I am fortunate to now be a student of Luke’s, as he is generously designing another community garden in which my family is participating. I am so turned on by his vision of sustainability and respect for the Earth that I promote him every chance I get!
Food Forests Part 1- AKA Kill Your Lawn
What are you getting out of your yard? I am asking not only how much enjoyment you get from it. I am asking a serious economic question: what is the land surrounding your home giving to you? The current cultural paradigm within our urban and suburban areas primarily supports the maintenance of lawns which, while arguably they do have some spatial and aesthetic value, are really huge money pits, add nothing and poison the environment if chemicals are used to maintain them. Lawns require water, fertilization, and mowing, which all cost while giving no return. When I look at a lawn, however, I start to get excited because I see the potential and I know the time is coming.

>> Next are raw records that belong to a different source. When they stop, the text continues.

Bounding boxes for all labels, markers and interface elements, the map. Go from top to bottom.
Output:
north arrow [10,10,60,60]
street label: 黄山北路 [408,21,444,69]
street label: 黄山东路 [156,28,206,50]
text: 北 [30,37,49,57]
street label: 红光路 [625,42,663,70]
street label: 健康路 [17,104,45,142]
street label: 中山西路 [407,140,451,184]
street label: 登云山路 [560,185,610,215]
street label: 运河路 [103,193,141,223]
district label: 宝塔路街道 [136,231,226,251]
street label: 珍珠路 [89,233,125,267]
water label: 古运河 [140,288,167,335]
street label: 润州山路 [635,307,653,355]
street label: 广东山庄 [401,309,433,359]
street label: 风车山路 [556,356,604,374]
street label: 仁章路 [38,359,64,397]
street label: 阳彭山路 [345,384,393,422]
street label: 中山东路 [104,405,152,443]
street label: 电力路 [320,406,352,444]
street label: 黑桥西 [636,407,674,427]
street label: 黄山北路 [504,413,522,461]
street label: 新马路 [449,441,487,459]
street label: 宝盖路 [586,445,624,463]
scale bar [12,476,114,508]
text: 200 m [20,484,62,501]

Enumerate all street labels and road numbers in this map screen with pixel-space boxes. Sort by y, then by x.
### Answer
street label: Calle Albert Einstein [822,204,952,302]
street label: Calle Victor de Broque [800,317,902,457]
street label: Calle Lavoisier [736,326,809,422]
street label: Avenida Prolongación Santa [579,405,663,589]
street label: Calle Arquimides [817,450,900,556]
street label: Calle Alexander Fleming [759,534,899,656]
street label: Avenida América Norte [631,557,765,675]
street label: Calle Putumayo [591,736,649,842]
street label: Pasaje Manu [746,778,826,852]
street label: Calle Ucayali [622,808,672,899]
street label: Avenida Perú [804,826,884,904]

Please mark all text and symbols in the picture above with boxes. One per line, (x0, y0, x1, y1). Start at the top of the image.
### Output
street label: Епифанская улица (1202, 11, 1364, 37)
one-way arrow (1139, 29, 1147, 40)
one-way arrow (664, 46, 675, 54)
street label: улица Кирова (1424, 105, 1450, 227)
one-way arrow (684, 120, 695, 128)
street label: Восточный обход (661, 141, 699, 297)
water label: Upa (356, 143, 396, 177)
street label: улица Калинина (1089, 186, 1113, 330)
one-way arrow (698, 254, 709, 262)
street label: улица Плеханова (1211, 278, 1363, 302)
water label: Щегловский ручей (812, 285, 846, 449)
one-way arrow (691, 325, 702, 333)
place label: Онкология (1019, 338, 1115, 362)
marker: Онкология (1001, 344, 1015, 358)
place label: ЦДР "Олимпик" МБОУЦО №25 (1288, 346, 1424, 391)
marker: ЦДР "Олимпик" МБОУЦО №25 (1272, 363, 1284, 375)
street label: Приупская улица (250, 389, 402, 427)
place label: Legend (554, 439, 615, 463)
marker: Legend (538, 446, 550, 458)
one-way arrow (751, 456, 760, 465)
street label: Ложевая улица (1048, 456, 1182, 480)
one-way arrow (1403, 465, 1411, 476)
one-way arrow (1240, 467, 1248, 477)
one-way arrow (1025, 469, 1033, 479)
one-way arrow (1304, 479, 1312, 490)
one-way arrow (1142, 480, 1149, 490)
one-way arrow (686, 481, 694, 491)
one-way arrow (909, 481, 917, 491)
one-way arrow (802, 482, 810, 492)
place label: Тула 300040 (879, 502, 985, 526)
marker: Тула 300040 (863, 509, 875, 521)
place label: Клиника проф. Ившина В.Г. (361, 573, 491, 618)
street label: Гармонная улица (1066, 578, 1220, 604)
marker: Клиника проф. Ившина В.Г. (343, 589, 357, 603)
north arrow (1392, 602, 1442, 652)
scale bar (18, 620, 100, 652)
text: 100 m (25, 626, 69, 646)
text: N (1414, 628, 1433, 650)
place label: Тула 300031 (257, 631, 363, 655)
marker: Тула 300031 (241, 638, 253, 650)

So what do I mean by that? I'm talking about food and nutrition and liberation from our dependence on the very sick factory food system. How can I say this so cavalierly? Because I know that all of our dietary needs can be either produced in our yard or paid for by products grown in our yards. In a sense I'm talking about gardening, but not simply your typical high input and high maintenance vegetable garden. People have been setting up systems of living that use plants, animals, and fungi to recycle our waste, build soil, convert sunlight into carbohydrates, capture rainwater, and produce food right around their homes for millennia. And people are still doing it in urban and rural areas all around the planet.
I am a permaculturalist, which means that instead of seeing weeds I see food. Instead of seeing a drainage problem I see free water. Instead of seeing poop (of any animal) as waste I see it as a resource. In short permaculture expands the idea of a yield and turns the problem itself into a solution. It also means that I consider the earth and people and our time here as sacred, and I use these ethics to create spaces that are very much in keeping with the patterns of wild ecosystems yet are centered on human nutrition.
So let's turn our focus on a do-able activity that can give us great health and abundance. Annihilating our lawns. The full phrase would be annihilating our lawns and planting a food forest, but we'll get to the second part in other posts. We only want to get rid of your lawn if we are planning to cover the ground with some other vegetation, whether it be a garden or a forest or a forest garden, because once we remove that layer of vegetation nature will be quick to re-vegetate. In some cases lawn removal should be done all at once while other sites and situations may call for a progressive or phased approach. Time, scale, and available resources are usually what dictate this choice.
If lawn removal is progressive then it should be organized around trees or large shrubs(preferably food producing) as points from which to spread. The reason for this is to allow for focus on production immediately while not spreading our time and energy too thin.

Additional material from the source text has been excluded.